De repente, Paul se encontraba desangrándose en la cocina, envuelto en una alfombra de Ikea, listo para ser enterrado. Decidió hacerse el muerto, mientras su compañero de piso recogía los casquillos y fregaba el lugar del crimen. En un momento dado, el asesino miró a los ojos al asesinado y le pegó una patada en los pies, para comprobar que estaba tieso. Paul ni siquiera parpadeó. Una de las balas había dañado sus nervios faciales. “Yo no podía parpadear. Le devolví la mirada como si estuviera muerto. Creo que eso me salvó la vida”, confesó ya en el hospital al sociólogo amante del hip hop.
Disparos que no matan
Pero la pesadilla de Paul no acabó en la alfombra de Ikea. Aprovechando un despiste de su verdugo, salió corriendo de la casa por la puerta trasera y pidió ayuda a gritos en un callejón. Nadie quiso escucharle. Sólo acudió, rabioso, su compañero de piso. Le puso el cañón todavía caliente en la cara y le disparó una cuarta bala, que le destrozó la mandíbula y se quedó alojada debajo de su clavícula. Un rato más tarde, uno que pasaba por allí lo encontró tirado en el suelo, agujereado pero vivo, en un charco de su propia sangre.
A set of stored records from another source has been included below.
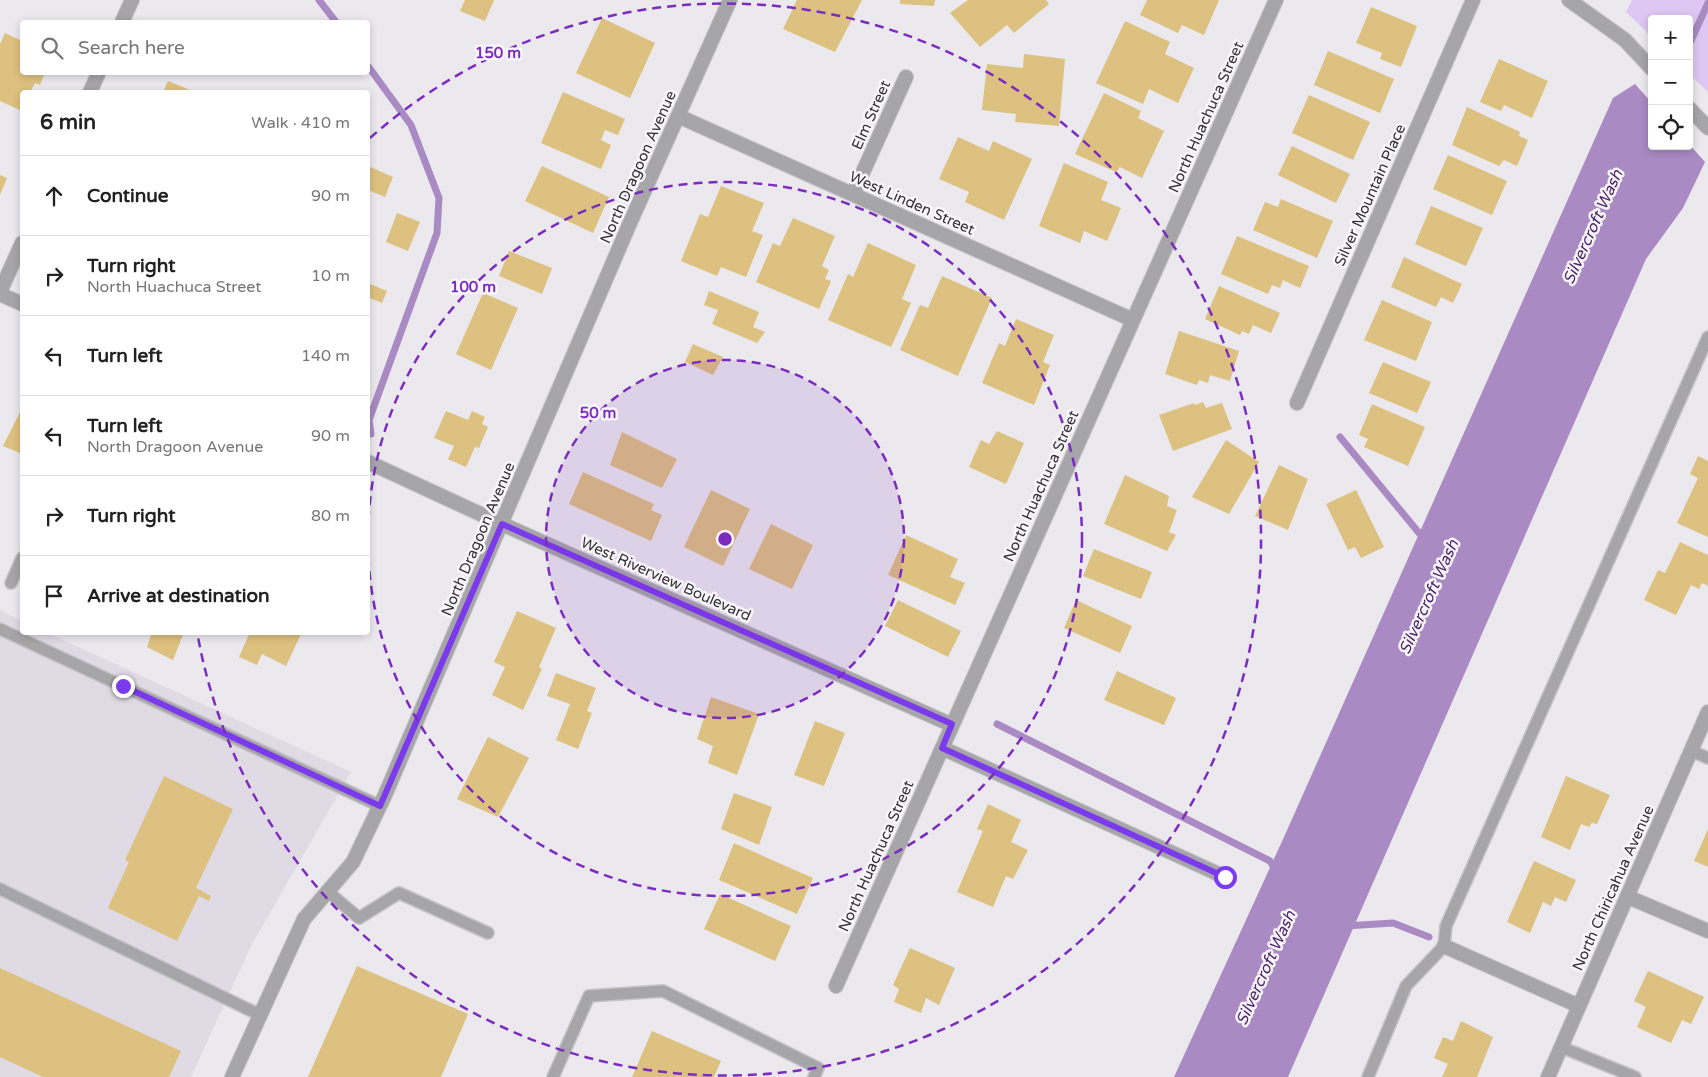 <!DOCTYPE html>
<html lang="en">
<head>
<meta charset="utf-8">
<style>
	:root { --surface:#fff; --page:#f6f6f6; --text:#222; --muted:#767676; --line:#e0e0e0 }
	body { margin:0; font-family:"Varela Round",sans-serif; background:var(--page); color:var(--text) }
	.controls { position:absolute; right:15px; top:15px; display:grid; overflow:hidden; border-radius:5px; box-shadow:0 2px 8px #0003 }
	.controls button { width:45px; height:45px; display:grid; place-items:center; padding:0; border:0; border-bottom:1px solid var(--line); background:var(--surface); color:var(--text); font:25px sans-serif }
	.stop { position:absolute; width:15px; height:15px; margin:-11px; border:4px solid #7c3aed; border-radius:50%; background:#fff }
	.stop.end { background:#7c3aed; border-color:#fff; box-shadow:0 1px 5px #0008 }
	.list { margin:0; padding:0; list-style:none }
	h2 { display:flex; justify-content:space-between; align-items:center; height:65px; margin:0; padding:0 20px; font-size:21px }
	h2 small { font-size:16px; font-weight:400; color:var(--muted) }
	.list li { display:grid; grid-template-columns:32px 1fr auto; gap:15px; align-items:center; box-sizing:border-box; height:80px; padding:0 20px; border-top:1px solid var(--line) }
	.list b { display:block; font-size:19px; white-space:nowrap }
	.list p { margin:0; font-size:16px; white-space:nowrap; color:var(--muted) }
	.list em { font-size:16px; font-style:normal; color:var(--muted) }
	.icon { flex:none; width:28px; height:28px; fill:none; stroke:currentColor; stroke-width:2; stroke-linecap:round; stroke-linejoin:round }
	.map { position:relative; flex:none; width:1708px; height:1077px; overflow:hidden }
	.search { position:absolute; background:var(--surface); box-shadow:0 2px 8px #0003; left:20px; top:20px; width:350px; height:55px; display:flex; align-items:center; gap:12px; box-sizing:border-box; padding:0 18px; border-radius:5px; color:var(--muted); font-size:19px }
	.panel { position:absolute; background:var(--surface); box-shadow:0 2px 8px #0003; left:20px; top:90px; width:350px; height:545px; border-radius:5px }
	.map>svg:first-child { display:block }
	.built { fill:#e0dae5 }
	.green { fill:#dec7f3 }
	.water { fill:#a98ac3 }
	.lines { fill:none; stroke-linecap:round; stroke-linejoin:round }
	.stream { stroke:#a98ac3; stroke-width:7 }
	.building { fill:#ddc180 }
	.service-casing { stroke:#c6c4c8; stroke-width:14 }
	.minor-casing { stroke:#c6c4c8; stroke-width:16 }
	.tertiary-casing { stroke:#c6c4c8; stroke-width:16 }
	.service { stroke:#a6a5a7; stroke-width:11 }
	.minor { stroke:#a6a5a7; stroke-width:14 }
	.tertiary { stroke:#a6a5a7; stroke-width:14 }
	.route { stroke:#7c3aed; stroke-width:6 }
	.ring { fill:none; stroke:#7b2cbf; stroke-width:2.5; stroke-dasharray:9 6 }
	.labels { text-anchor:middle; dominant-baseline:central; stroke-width:5; stroke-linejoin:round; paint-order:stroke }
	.street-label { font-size:15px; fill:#323133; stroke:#f8f6fa }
	.water-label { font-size:16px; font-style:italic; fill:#4f266b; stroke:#f8f6fa }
	.centre { fill:#7b2cbf; stroke:#f8f6fa; stroke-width:2.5 }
	.ring-label { font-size:15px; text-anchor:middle; font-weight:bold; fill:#7b2cbf; stroke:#f8f6fa; stroke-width:5; stroke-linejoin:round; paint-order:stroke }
</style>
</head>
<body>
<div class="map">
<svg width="1708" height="1077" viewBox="0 0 1708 1077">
	<rect width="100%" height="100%" fill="#ebe9ed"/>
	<path class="built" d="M 0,610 L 22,621 L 22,632 L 48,633 L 351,772 L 251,946 L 191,1077 L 0,1077 Z"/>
	<path class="green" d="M 1632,0 L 1708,0 L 1708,92 L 1689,74 L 1689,19 L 1652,19 L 1652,37 L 1626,12 Z"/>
	<path class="water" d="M 1635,84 L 1652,103 L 1652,146 L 1689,146 L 1689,144 L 1705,162 L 1683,208 L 1646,259 L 1288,1077 L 1174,1077 L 1284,837 L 1613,98 Z"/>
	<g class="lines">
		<path class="stream" d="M 319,0 L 336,22
			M 1689,45 L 1708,3
			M 368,66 L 411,125 L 439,198 L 437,233 L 369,420 L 371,434
			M 1340,437 L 1424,539
			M 997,724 L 1270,861 L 1276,871
			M 1345,926 L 1393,923 L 1429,937"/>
	</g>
	<path class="building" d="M 465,0 L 494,0 L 485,21 L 460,11 Z
		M 797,0 L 862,0 L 835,52 L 783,29 Z
		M 900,0 L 935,0 L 934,6 L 900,4 Z
		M 968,0 L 1046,0 L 1049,4 L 1014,33 L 1007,25 L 980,47 L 950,13 Z
		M 1147,0 L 1219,0 L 1204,35 L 1182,25 L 1178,33 L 1140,15 Z
		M 1371,7 L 1417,26 L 1401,67 L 1380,59 L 1382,53 L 1356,43 Z
		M 602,18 L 655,43 L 630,98 L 576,73 Z
		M 1125,21 L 1170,42 L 1165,54 L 1194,68 L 1178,103 L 1149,89 L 1143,104 L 1096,83 Z
		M 5,33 L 22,41 L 22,72 L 45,72 L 40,85 L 35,83 L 30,92 L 22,92 L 22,111 L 0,101 L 0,44 Z
		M 1328,51 L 1394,79 L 1380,113 L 1314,85 Z
		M 1024,54 L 1065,59 L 1059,126 L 1015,122 L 1016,114 L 982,110 L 987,64 L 1023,68 Z
		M 1499,59 L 1548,81 L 1532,118 L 1504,105 L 1501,111 L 1480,102 Z
		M 168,81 L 195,92 L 163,92 Z
		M 563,92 L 625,119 L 618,135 L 605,130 L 601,140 L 611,145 L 601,169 L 541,143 Z
		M 1104,93 L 1141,111 L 1138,118 L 1164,131 L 1142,178 L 1120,167 L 1116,172 L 1075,154 Z
		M 1309,95 L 1370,122 L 1353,160 L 1292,133 Z
		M 1467,107 L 1520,132 L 1519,136 L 1528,140 L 1517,166 L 1504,160 L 1499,166 L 1452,145 Z
		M 958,137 L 989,151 L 993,141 L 1032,159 L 1004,220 L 965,202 L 969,192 L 939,179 Z
		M 1292,146 L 1350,174 L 1336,203 L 1278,175 Z
		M 1448,155 L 1507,181 L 1492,215 L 1433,189 Z
		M 1064,163 L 1108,182 L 1101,200 L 1121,208 L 1107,241 L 1084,231 L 1080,243 L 1039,226 Z
		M 368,166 L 393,177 L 385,197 L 368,190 Z
		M 542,166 L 609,197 L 593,233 L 525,201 Z
		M 0,175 L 7,178 L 0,195 Z
		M 721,186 L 764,203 L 752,231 L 763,235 L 746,277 L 721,267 L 717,276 L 681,261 L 700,214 L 708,217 Z
		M 1281,199 L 1333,221 L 1317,258 L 1253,230 L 1265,202 L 1278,207 Z
		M 1431,206 L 1483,228 L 1466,266 L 1415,244 Z
		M 397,213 L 420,222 L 408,251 L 386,242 Z
		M 793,218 L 835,236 L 822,266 L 829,270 L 825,279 L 831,281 L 819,309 L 756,282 L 773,243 L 780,246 Z
		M 1237,236 L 1309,266 L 1300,288 L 1283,280 L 1280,288 L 1272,285 L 1268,294 L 1221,274 Z
		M 868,243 L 916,265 L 902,299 L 911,303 L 891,347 L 828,320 L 848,274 L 853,277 Z
		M 509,251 L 552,268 L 542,294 L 499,276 Z
		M 1404,257 L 1462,284 L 1453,303 L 1441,297 L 1436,307 L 1391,287 Z
		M 942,276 L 992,298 L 958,376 L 900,350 L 920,305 L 928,308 Z
		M 368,283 L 387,291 L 382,303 L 368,297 Z
		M 1219,286 L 1280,313 L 1271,333 L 1253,325 L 1249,334 L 1242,331 L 1240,335 L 1205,319 Z
		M 709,291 L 759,312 L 753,327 L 765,332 L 757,343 L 712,324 L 718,310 L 704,305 Z
		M 483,293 L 518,308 L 491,370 L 456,354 Z
		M 1382,300 L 1432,322 L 1416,361 L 1364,340 Z
		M 1016,319 L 1054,335 L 1043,362 L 1050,365 L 1034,405 L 982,383 L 999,343 L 1005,346 Z
		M 1179,331 L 1239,351 L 1230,381 L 1210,375 L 1208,383 L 1199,380 L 1197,385 L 1165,374 Z
		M 693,344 L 723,357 L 713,375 L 685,362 Z
		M 1383,362 L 1431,382 L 1417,413 L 1369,393 Z
		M 1203,402 L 1206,408 L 1222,403 L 1232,429 L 1173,451 L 1159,415 L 1194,403 L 1195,405 Z
		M 1372,404 L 1425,427 L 1408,466 L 1364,447 L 1368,439 L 1359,435 Z
		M 22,408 L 22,454 L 3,446 Z
		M 446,411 L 468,420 L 472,411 L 485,417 L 482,424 L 488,427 L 479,448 L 475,447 L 466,467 L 448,459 L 454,446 L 434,438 Z
		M 997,431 L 1024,443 L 1006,484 L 969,467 L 981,440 L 989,444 Z
		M 622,432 L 677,459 L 662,488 L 610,465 Z
		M 1226,440 L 1259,462 L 1229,514 L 1192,497 Z
		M 1698,456 L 1708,461 L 1708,537 L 1677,523 L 1698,478 L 1690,474 Z
		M 1279,465 L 1308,479 L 1288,530 L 1255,516 Z
		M 583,472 L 654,504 L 651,510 L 662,515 L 651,541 L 569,504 Z
		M 1125,475 L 1169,496 L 1167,506 L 1177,510 L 1169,532 L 1176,535 L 1167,551 L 1104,524 Z
		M 711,490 L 750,509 L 723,566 L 684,547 Z
		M 1356,490 L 1384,547 L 1361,558 L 1355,547 L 1348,550 L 1326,504 Z
		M 771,524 L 813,545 L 792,589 L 749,569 Z
		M 906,535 L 958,559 L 950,577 L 965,583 L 955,605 L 888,575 Z
		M 1680,542 L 1708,555 L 1708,586 L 1702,583 L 1699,589 L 1691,585 L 1676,615 L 1644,600 L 1658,570 L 1665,573 Z
		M 1094,549 L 1152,572 L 1141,599 L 1083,576 Z
		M 898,600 L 961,631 L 948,657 L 885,626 Z
		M 1076,600 L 1132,626 L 1120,653 L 1064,628 Z
		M 517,611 L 556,628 L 539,667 L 542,669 L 523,710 L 492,695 L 505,667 L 494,662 Z
		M 152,632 L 184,632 L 173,660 L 147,647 Z
		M 250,632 L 302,632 L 286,666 L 262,654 L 257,665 L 239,657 Z
		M 1117,671 L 1176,698 L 1164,725 L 1104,700 Z
		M 556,673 L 596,688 L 587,711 L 592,713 L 578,749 L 556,740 L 570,704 L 547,696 Z
		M 711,697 L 759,714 L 737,775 L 708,763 L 713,746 L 697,739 Z
		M 815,721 L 845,733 L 824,786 L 794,775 Z
		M 488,737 L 529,758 L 498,817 L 457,799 Z
		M 164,776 L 233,809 L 196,888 L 211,896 L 209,901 L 199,896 L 177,941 L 108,908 L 129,862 L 125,860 Z
		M 1566,776 L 1610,795 L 1597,824 L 1592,823 L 1589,827 L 1581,824 L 1570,850 L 1541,837 Z
		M 734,793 L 772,807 L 759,845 L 721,829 Z
		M 988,804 L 1021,820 L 1011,842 L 1028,850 L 1013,879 L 1006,876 L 993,907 L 957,892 L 983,831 L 977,829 Z
		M 1708,829 L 1708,867 L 1694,861 Z
		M 734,843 L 813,878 L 797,914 L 719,880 Z
		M 1534,861 L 1576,880 L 1566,902 L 1555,897 L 1551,906 L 1543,902 L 1530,933 L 1507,922 Z
		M 720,894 L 791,926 L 775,961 L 704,929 Z
		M 910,948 L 955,968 L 939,1005 L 926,998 L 921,1013 L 894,1002 L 899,989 L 893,985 Z
		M 357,966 L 468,1014 L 441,1077 L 308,1077 Z
		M 0,968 L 181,1051 L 169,1077 L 43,1077 L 0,1057 Z
		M 1648,971 L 1704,997 L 1691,1024 L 1682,1020 L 1671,1043 L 1637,1027 L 1646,1007 L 1634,1001 Z
		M 1461,1021 L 1493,1037 L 1477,1077 L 1442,1077 L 1448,1064 L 1434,1058 L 1443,1037 L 1453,1041 Z
		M 652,1031 L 721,1061 L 714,1077 L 632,1077 Z"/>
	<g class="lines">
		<defs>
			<path id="service" d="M 11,583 L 22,558
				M 0,629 L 380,806
				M 1691,751 L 1708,758
				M 0,889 L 260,1015
				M 327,891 L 359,918 L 399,893 L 488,933
				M 1561,1047 L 1635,1077
				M 553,1077 L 589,996 L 663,991 L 818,1068 L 814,1077
				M 1368,1077 L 1406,986 L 1444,946 L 1446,926 L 1708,337"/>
			<path id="minor" d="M 1569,0 L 1625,40 L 1652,69
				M 122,22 L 132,0
				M 90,92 L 99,72
				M 1689,108 L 1708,128
				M 678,116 L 1133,320
				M 853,194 L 906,77
				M 0,292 L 22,243
				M 1297,403 L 1473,0
				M 502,524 L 952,725
				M 942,748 L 1225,877
				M 1628,897 L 1708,931
				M 1444,946 L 1579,1006
				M 836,986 L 1276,0
				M 1548,1077 L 1708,712"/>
			<path id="tertiary" d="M 0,294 L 22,304
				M 368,462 L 502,524
				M 232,1077 L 304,919 L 353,862 L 385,795 L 629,225 L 730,0"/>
		</defs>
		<use href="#service" class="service-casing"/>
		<use href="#minor" class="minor-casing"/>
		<use href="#tertiary" class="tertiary-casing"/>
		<use href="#service" class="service"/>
		<use href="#minor" class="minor"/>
		<use href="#tertiary" class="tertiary"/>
	</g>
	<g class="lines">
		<path class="route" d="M 123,686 L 380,806 L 502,524 L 952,724 L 942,748 L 1225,877"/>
	</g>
	<circle cx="725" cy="539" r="179" fill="#7b2cbf" fill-opacity=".12"/>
	<g class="ring">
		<circle cx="725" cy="539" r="179"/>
		<circle cx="725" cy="539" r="357"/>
		<path d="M370 138A536 536 0 1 1 198 637"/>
	</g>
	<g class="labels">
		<g class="street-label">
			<text transform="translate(871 115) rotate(-66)">Elm Street</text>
			<text transform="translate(1206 117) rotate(-66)">North Huachuca Street</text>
			<text transform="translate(638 167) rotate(-66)">North Dragoon Avenue</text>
			<text transform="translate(1370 195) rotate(-66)">Silver Mountain Place</text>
			<text transform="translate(912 203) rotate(24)">West Linden Street</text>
			<text transform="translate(1041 486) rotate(-66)">North Huachuca Street</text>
			<text transform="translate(478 539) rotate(-67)">North Dragoon Avenue</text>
			<text transform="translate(666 579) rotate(24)">West Riverview Boulevard</text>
			<text transform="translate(876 856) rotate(-66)">North Huachuca Street</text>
			<text transform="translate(1613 888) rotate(-66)">North Chiricahua Avenue</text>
		</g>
		<g class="water-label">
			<text transform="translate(1593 227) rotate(-66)">Silvercroft Wash</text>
			<text transform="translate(1429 597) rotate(-66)">Silvercroft Wash</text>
			<text transform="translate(1266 968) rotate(-66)">Silvercroft Wash</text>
		</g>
	</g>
	<circle cx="725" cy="539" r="8" class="centre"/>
	<g class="ring-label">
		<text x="498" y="58">150 m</text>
		<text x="473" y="292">100 m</text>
		<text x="598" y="418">50 m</text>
	</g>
</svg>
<div class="controls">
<button>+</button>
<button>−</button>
<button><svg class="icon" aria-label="locate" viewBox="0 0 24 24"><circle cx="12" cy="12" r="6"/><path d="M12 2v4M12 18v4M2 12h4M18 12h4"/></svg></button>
</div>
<div class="stop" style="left:1225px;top:877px"></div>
<div class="stop end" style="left:123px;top:686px"></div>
<div class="search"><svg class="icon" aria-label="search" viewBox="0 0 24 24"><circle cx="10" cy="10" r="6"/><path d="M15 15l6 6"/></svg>Search here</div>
<section class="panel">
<h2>6 min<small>Walk · 410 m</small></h2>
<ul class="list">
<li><svg class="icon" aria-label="ahead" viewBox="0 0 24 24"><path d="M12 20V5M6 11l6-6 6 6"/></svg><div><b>Continue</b></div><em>90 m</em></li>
<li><svg class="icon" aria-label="right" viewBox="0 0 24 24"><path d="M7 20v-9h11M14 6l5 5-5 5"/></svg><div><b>Turn right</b><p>North Huachuca Street</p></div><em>10 m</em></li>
<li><svg class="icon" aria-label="left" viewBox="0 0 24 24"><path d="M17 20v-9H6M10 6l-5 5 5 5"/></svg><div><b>Turn left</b></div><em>140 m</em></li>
<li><svg class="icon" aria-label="left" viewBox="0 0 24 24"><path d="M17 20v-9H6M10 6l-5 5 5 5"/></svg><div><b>Turn left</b><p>North Dragoon Avenue</p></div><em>90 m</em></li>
<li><svg class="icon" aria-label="right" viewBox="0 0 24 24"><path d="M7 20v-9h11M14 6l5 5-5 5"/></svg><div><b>Turn right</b></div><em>80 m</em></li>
<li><svg class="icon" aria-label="arrive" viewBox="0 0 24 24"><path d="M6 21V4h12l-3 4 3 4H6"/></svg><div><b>Arrive at destination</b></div></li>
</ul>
</section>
</div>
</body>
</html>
La historia de Paul no es singular. El homicidio, casi siempre con armas de fuego, es la principal causa de muerte prematura para los jóvenes negros de EEUU, de entre 15 y 34 años, según las estadísticas de los Centros para el Control y la Prevención de Enfermedades. Es un fenómeno que no ocurre con ningún otro grupo racial. La tasa de homicidios en la población negra multiplica por ocho la de los blancos.
Paul (un nombre ficticio) es sólo una de las 40 personas que han aceptado participar en un estudio etnográfico sobre las víctimas de disparos de armas de fuego en Filadelfia, llevado a cabo por el sociólogo Jooyoung Lee. “La mayor parte de la gente piensa en los tiroteos que terminan en muerte, pero los disparos que no acaban con la vida de las víctimas son más comunes. De hecho, los estudios muestran que sólo uno de cada cinco disparos es mortal”, explica Lee.
El sociólogo, nacido en California, es un entusiasta del popping, un estilo de baile habitual en el mundo del hip hop en el que el cuerpo se mueve a golpes creando un efecto robótico. Hace unos cuatro años, Lee preparaba un libro sobre los jóvenes negros que querían triunfar como raperos en South Central, un barrio de Los Ángeles con la mayor comunidad negra de la mitad oeste de EEUU. Una noche, uno de los protagonistas del libro fue tiroteado por unos chicanos racistas. “El disparo le dejó herido y transformado. La experiencia me abrió los ojos y me inspiró para preparar otro libro sobre las vidas de otros jóvenes negros, que son el principal grupo de riesgo para ser tiroteados en EEUU”.
El día después
Durante un tiempo, Lee aparcó su primer libro, Volando por los aires: Sueños raperos en el gueto, y se concentró en una nueva obra: Heridos: El día después de la violencia armada. Entre 2010 y 2011 se dedicó a hablar periódicamente con 40 víctimas de disparos reclutadas en el hospital de la Universidad de Pensilvania, en Filadelfia. 38 de ellos eran negros, uno blanco y otro latinoamericano. Todos menos tres eran hombres. Y su edad media era de apenas 24 años. Paul era uno de ellos.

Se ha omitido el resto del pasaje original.